Exploring the space of possibility purely through trial-and-error would pose problems, though. They calculated that a 20-move game can be played nearly 10868 ways—yes, that’s 10 with 868 zeroes after it.

So they tweaked their reinforcement-learning algorithm. During training, on each move, they sample likely moves of opponents, calculate the move that works best on average across these scenarios, then train their net to prefer this move. After training, it skips the sampling and just works from what its learning has taught it. “The message of our paper is: we can make reinforcement learning work in such an environment,” Tacchetti says. One of their AI players versus six DipNets won 30 percent of the time (with 14 percent being chance). One DipNet against six of theirs won only 3 percent of the time.

In April, Facebook will present a paper at the ICLR conference describing their own work on No-Press Diplomacy. They also built on a human-imitating network similar to DipNet. But instead of adding reinforcement learning, they added search—the techniques of taking extra time to plan ahead and reason about what every player is likely to do next. On each turn, SearchBot computes an equilibrium, a strategy for each player that the player can’t improve by switching only its own strategy. To do this, SearchBot evaluates each potential strategy for a player by playing the game out a few turns (assuming everyone chooses subsequent moves based on the net’s top choice). A strategy consists not of a single best move but a set of probabilities across 50 likely moves (suggested by the net), to avoid being too predictable to opponents. 
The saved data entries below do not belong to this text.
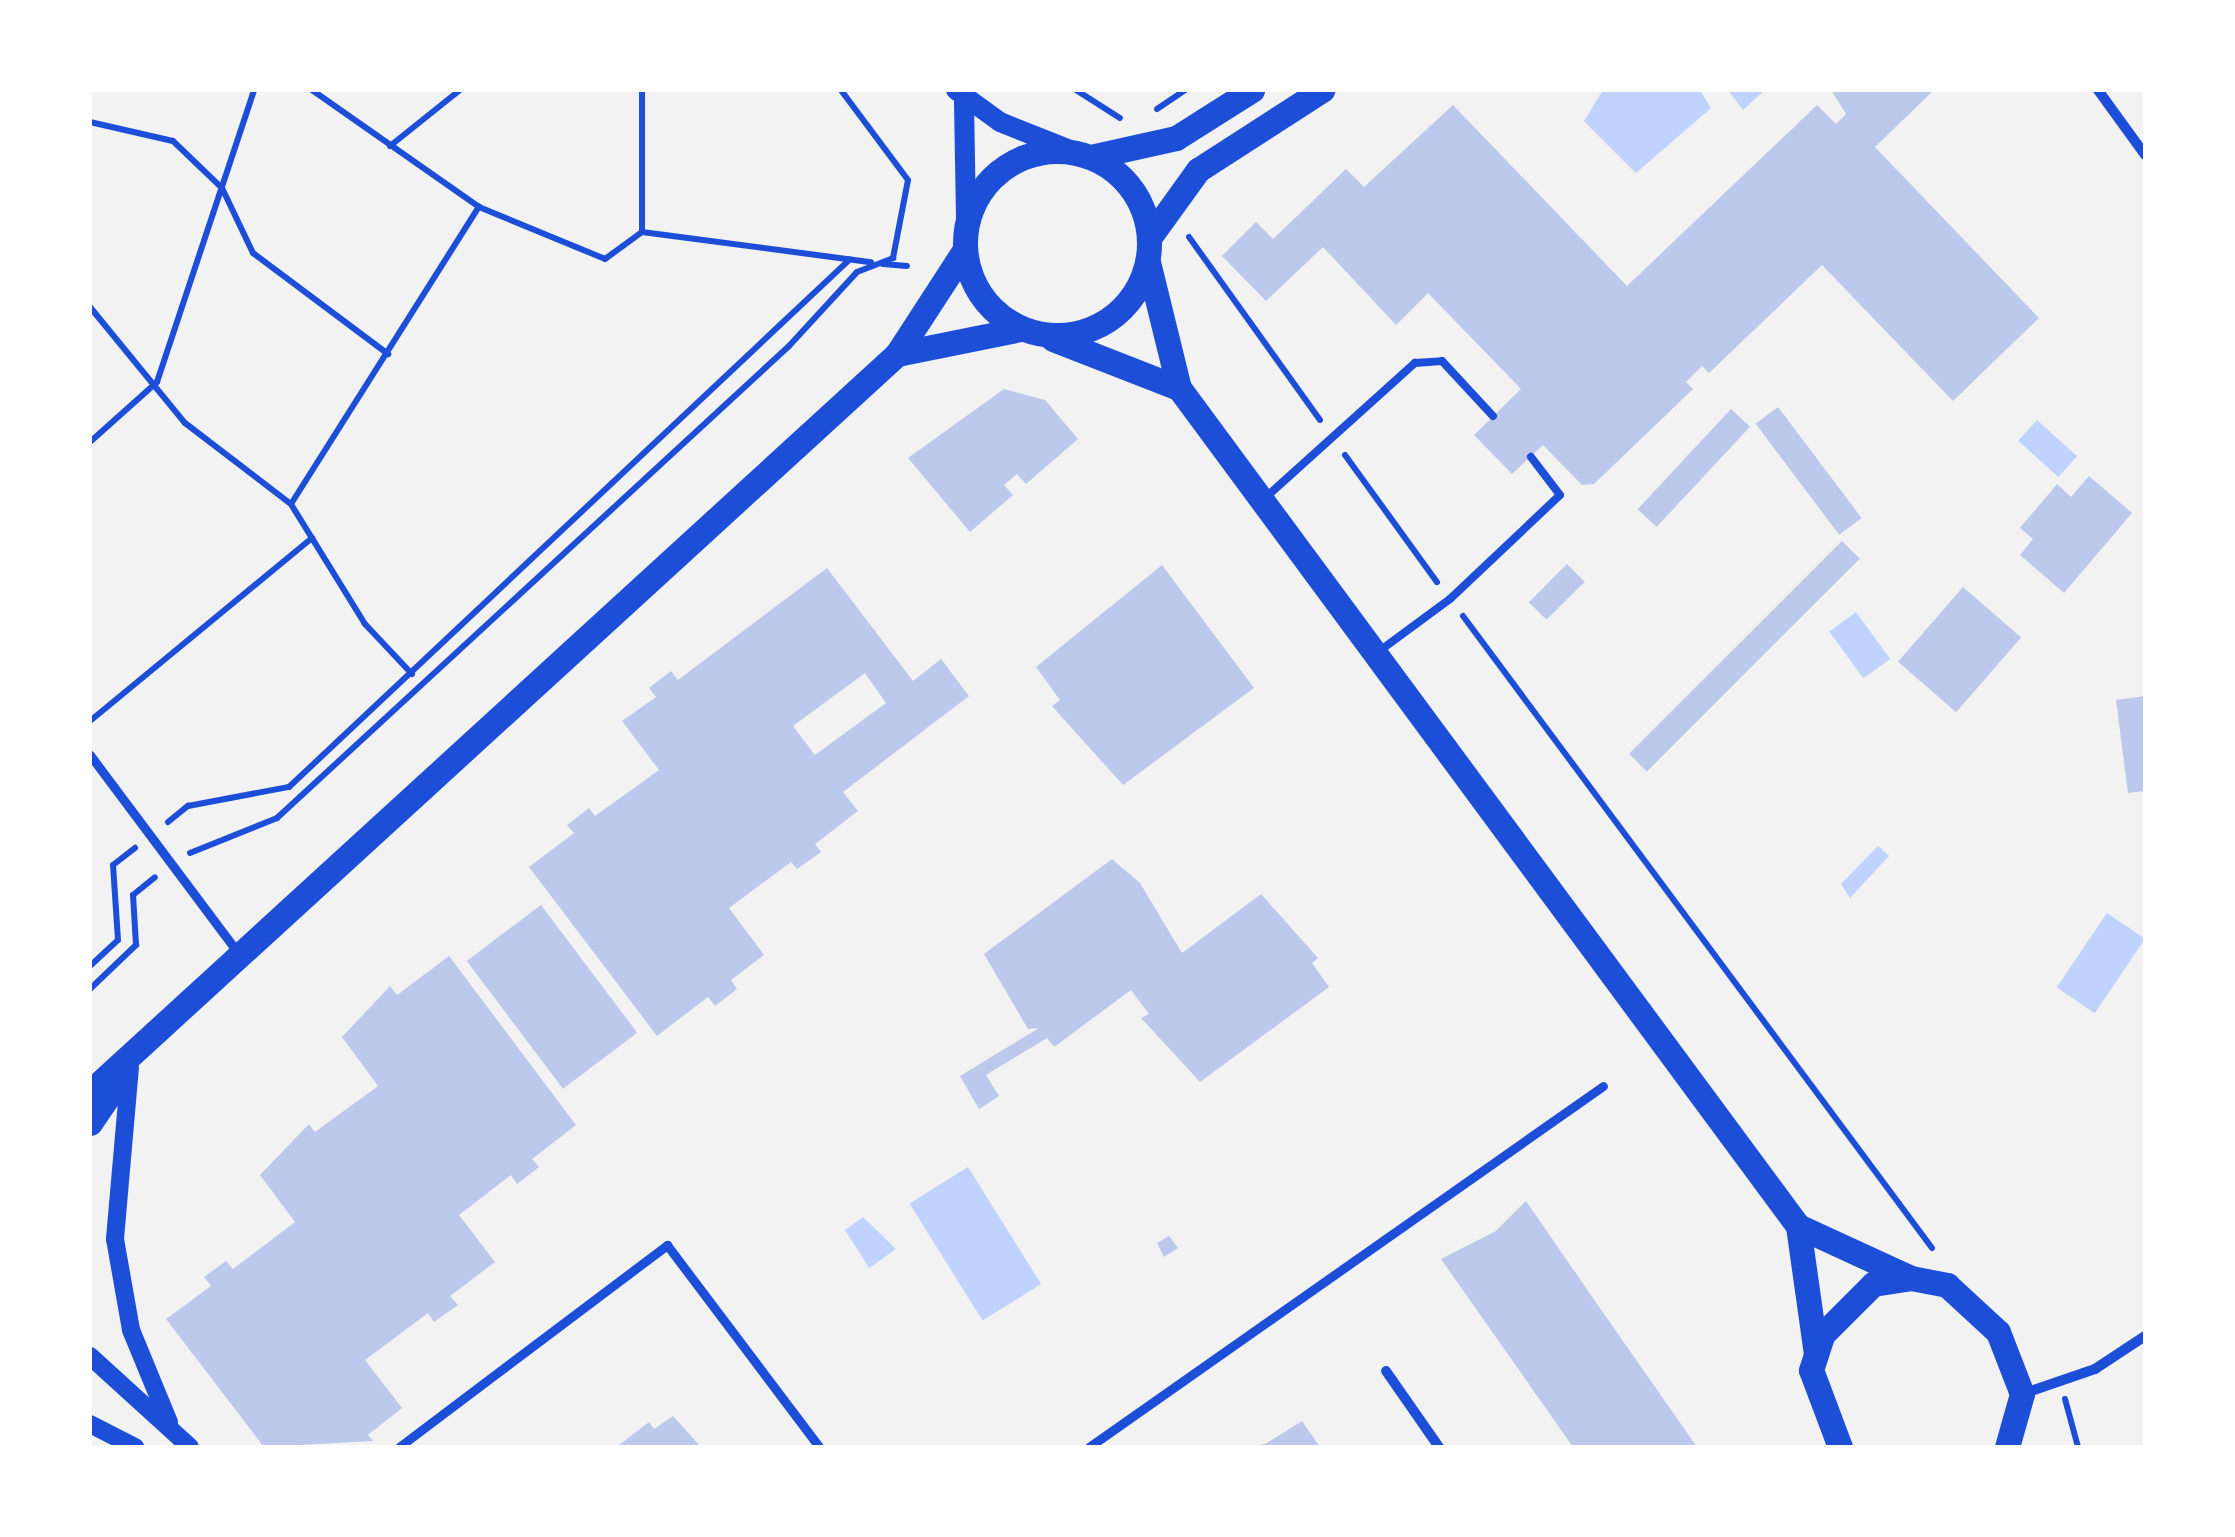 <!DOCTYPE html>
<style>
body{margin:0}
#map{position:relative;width:2235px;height:1537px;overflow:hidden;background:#f2f2f2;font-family:"PT Sans Narrow",sans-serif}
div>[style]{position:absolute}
.water>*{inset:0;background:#bfd3fe;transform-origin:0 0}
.building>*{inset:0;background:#bdc9ec;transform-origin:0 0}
.path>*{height:6px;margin:-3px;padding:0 3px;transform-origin:3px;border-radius:3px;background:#1d4ed8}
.service>*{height:8px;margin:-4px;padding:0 4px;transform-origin:4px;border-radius:4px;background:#1d4ed8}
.pedestrian>*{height:9px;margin:-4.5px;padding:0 4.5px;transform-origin:4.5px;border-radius:4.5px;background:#1d4ed8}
.minor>*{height:10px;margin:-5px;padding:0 5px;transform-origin:5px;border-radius:5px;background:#1d4ed8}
.tertiary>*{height:18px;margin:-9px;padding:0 9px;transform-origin:9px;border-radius:9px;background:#1d4ed8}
.secondary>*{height:20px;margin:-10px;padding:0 10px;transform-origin:10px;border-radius:10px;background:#1d4ed8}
.primary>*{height:25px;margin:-12.5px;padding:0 12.5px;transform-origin:12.5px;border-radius:12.5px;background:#1d4ed8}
.primary>.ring{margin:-12.5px;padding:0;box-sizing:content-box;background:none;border:25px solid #1d4ed8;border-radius:50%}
span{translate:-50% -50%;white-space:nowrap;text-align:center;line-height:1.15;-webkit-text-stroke:8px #fff;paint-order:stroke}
.frame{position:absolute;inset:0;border:92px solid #fff;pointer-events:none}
</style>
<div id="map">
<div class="water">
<i style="clip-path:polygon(1603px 90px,1700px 90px,1711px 108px,1636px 173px,1584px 121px)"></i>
<i style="clip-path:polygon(1728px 90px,1765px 90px,1743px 110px)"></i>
<i style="left:2037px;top:420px;width:54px;height:28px;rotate:42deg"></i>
<i style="left:1856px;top:612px;width:58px;height:33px;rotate:54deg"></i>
<i style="clip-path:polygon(1878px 846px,1889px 856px,1850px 898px,1841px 884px)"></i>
<i style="left:2107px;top:913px;width:46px;height:90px;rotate:34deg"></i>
<i style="left:968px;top:1167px;width:138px;height:69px;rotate:58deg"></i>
<i style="clip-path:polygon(863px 1217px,896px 1249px,869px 1268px,845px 1230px)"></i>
</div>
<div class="building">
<i style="clip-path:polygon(1831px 90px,1934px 90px,1875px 147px,2039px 318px,1953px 401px,1822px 265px,1709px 373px,1702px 366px,1686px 382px,1693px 389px,1594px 484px,1582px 485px,1543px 445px,1512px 474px,1474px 435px,1521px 389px,1428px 293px,1396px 325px,1323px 247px,1266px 301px,1222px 256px,1256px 222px,1273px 239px,1346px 169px,1364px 187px,1453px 105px,1627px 286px,1817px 105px,1836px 124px,1846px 114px)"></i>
<i style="clip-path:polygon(1004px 389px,1045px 400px,1078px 439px,1026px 484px,1017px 474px,1004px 485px,1013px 495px,970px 532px,908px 458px)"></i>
<i style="left:1778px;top:407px;width:139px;height:28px;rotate:53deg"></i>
<i style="left:1731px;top:409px;width:26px;height:137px;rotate:43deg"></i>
<i style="clip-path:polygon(2089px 476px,2132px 513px,2064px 593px,2020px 555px,2033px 539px,2020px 528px,2057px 484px,2071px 497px)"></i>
<i style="left:1842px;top:541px;width:25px;height:301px;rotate:45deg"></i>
<i style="left:1567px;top:564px;width:25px;height:54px;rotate:45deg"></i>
<i style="clip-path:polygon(1162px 565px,1254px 688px,1123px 785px,1052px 706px,1060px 700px,1036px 667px)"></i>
<i style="clip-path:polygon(evenodd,827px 568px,913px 681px,941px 659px,969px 696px,843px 792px,858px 811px,815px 844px,821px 852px,797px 869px,791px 862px,729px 908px,764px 955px,731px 980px,737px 989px,715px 1006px,708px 997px,657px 1036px,529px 867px,574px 833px,567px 825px,589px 808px,595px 816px,659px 770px,622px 721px,656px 697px,649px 688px,671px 671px,678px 680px,827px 568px,865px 673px,886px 703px,815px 755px,793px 726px,865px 673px)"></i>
<i style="left:1963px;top:587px;width:77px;height:99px;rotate:41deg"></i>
<i style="clip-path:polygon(2145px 696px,2145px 791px,2128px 793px,2116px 700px)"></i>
<i style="clip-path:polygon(1112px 859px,1140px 883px,1182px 953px,1261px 894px,1318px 958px,1312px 963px,1329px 987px,1200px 1082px,1141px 1018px,1149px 1014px,1131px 990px,1054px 1047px,1047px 1038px,986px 1075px,999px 1096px,979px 1109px,960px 1076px,1039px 1028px,1028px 1029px,984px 954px)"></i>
<i style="left:541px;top:905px;width:160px;height:93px;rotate:53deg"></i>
<i style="clip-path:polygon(449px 956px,576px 1125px,532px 1159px,539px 1167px,517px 1184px,511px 1175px,459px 1215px,495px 1262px,450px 1296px,458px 1305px,434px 1322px,428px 1313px,365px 1360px,402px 1408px,368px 1435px,373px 1441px,264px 1447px,166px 1319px,211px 1286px,204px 1277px,226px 1261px,233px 1269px,295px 1222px,260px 1175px,309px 1124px,315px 1132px,378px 1086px,342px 1037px,390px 986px,397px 995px)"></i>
<i style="clip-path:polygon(1526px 1201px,1595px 1301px,1697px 1447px,1573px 1447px,1441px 1259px,1496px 1231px)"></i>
<i style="clip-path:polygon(1169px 1236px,1178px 1248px,1164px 1257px,1157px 1243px)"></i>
<i style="clip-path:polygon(673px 1416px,701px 1447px,619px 1445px,649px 1422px,654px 1429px)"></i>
<i style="clip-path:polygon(1302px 1421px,1320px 1447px,1245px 1447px,1265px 1444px)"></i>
</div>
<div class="path">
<i style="left:312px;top:90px;width:204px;rotate:35deg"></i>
<i style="left:479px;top:207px;width:136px;rotate:22.4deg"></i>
<i style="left:605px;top:259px;width:46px;rotate:-36.1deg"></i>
<i style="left:642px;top:232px;width:231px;rotate:7.5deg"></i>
<i style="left:642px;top:90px;width:142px;rotate:90deg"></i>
<i style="left:1076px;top:90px;width:52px;rotate:32.5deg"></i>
<i style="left:1157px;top:109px;width:34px;rotate:-34deg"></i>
<i style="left:90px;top:122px;width:85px;rotate:12.9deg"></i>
<i style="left:173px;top:141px;width:68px;rotate:43.8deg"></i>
<i style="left:222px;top:188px;width:72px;rotate:64.5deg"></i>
<i style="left:253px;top:253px;width:169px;rotate:36.8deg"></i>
<i style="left:390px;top:146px;width:90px;rotate:-38.7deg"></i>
<i style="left:1189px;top:237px;width:225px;rotate:54.4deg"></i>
<i style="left:883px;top:264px;width:24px;rotate:5deg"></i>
<i style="left:90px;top:307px;width:150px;rotate:50.7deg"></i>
<i style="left:185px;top:423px;width:133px;rotate:37.4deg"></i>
<i style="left:90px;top:442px;width:90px;rotate:-41.8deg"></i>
<i style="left:157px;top:382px;width:308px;rotate:-71.6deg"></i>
<i style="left:1345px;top:455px;width:157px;rotate:54.1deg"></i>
<i style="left:1463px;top:616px;width:787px;rotate:53.42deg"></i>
<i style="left:412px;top:674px;width:69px;rotate:-133.2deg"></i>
<i style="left:365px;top:624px;width:141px;rotate:-121.7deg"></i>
<i style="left:291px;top:504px;width:352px;rotate:-57.7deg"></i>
<i style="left:90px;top:721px;width:288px;rotate:-39.5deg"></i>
<i style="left:168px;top:822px;width:26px;rotate:-39deg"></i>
<i style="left:188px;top:806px;width:103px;rotate:-10.7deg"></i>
<i style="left:289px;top:787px;width:770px;rotate:-43.26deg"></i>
<i style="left:190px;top:853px;width:94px;rotate:-21.9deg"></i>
<i style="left:277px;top:818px;width:696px;rotate:-42.67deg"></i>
<i style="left:789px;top:346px;width:100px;rotate:-47.4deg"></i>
<i style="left:857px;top:272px;width:39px;rotate:-21deg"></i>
<i style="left:893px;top:258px;width:79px;rotate:-79.1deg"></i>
<i style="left:908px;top:180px;width:112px;rotate:-126.7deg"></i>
<i style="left:90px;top:966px;width:38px;rotate:-43deg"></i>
<i style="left:118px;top:940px;width:75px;rotate:-93.8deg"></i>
<i style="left:113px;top:865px;width:28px;rotate:-38deg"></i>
<i style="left:90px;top:989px;width:64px;rotate:-43.7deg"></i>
<i style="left:136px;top:945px;width:50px;rotate:-93.4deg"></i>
<i style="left:133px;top:895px;width:28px;rotate:-39deg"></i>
<i style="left:2065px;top:1399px;width:50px;rotate:74.8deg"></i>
</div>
<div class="service">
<i style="left:1265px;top:498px;width:202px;rotate:-42deg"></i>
<i style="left:1415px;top:363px;width:27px;rotate:-4deg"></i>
<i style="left:1442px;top:361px;width:75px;rotate:47.2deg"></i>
<i style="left:1378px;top:652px;width:89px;rotate:-36.4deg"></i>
<i style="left:1450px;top:599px;width:151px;rotate:-43.4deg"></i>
<i style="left:1560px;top:495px;width:48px;rotate:-127.3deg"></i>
</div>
<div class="pedestrian">
<i style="left:90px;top:755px;width:247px;rotate:53.2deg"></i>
<i style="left:399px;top:1447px;width:336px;rotate:-37deg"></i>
<i style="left:667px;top:1245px;width:253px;rotate:53deg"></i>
<i style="left:1089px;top:1447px;width:628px;rotate:-35.08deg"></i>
</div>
<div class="minor">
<i style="left:2098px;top:90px;width:80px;rotate:54.1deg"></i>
<i style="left:1386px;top:1371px;width:93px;rotate:55.1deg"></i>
<i style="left:2025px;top:1393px;width:74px;rotate:-18.9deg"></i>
<i style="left:2095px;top:1369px;width:60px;rotate:-33.4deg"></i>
</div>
<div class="tertiary">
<i style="left:130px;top:1067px;width:173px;rotate:95deg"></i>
<i style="left:115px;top:1239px;width:92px;rotate:80deg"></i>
<i style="left:131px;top:1330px;width:100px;rotate:67.6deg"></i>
<i style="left:90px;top:1356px;width:135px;rotate:42.3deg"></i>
<i style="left:90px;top:1424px;width:51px;rotate:27.1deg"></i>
</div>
<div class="secondary">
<i style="left:956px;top:90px;width:54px;rotate:36deg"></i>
<i style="left:1000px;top:122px;width:75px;rotate:21.8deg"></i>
<i style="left:964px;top:102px;width:118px;rotate:89deg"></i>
</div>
<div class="primary">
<i class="ring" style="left:965px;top:151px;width:159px;height:159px"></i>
<i style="left:1095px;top:156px;width:83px;rotate:-12.5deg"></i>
<i style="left:1176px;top:138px;width:90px;rotate:-32.3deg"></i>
<i style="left:1149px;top:238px;width:84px;rotate:-54.2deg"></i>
<i style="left:1198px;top:170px;width:148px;rotate:-32.8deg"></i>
<i style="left:1148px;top:262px;width:130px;rotate:76.2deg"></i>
<i style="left:1179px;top:388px;width:1042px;rotate:53.55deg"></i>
<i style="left:1798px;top:1226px;width:129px;rotate:82deg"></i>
<i style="left:1053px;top:339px;width:135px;rotate:21.3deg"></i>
<i style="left:897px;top:354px;width:126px;rotate:-11.4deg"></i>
<i style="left:90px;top:1092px;width:1094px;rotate:-42.44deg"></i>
<i style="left:897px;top:354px;width:123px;rotate:-57deg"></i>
<i style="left:90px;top:1123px;width:53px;rotate:-55.7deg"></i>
<i style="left:1798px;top:1226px;width:124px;rotate:24.7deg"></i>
<i style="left:1840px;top:1447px;width:82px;rotate:-110.6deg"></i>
<i style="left:1811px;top:1370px;width:38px;rotate:-72deg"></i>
<i style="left:1823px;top:1334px;width:71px;rotate:-45deg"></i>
<i style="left:1873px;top:1284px;width:38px;rotate:-9deg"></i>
<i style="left:1911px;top:1278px;width:37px;rotate:11deg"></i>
<i style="left:1947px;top:1285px;width:69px;rotate:42.7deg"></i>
<i style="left:1998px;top:1332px;width:66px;rotate:68.8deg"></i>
<i style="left:2022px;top:1394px;width:55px;rotate:105.8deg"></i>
</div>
<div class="frame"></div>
</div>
Conducting such exploration during a real game slows SearchBot down, but allows it beat DipNet by an even greater margin than DeepMind’s system does. SearchBot also played anonymously against humans on a Diplomacy website and ranked in the top 2 percent of players. “This is the first bot that’s demonstrated to be competitive with humans,” says Adam Lerer, a computer scientist at Facebook and paper co-author.

“I think the most important point is that search is often underestimated,” Lerer says. One of his Facebook collaborators, Noam Brown, implemented search in a superhuman poker bot. Brown says the most surprising finding was that their method could find equilibria, a computationally difficult task.

“I was really happy when I saw their paper,” Tacchetti says, “because of just how different their ideas were to ours, which means that there’s so much stuff that we can try still.” Lerer sees a future in combining reinforcement learning and search, which worked well for DeepMind’s AlphaGo.

Both teams found that their systems were not easily exploitable. Facebook, for example, invited two top human players to each play 35 straight games against SearchBot, probing for weaknesses. The humans won only 6 percent of the time. Both groups also found that their systems didn’t just compete, but also cooperated, sometimes supporting opponents. “They get that in order to win, they have to work with others,” says Yoram Bachrach, from the DeepMind team.

That’s important, Bachrach, Lerer, and Tacchetti say, because games that combine competition and cooperation are much more realistic than purely competitive games like Go. Mixed motives occur in all realms of life: driving in traffic, negotiating contracts, and arranging times to Zoom. 

How close are we to AI that can play Diplomacy with “press,” negotiating all the while using natural language?

“For Press Diplomacy, as well as other settings that mix cooperation and competition, you need progress,” Bachrach says, “in terms of theory of mind, how they can communicate with others about their preferences or goals or plans. And, one step further, you can look at the institutions of multiple agents that human society has. All of this work is super exciting, but these are early days.”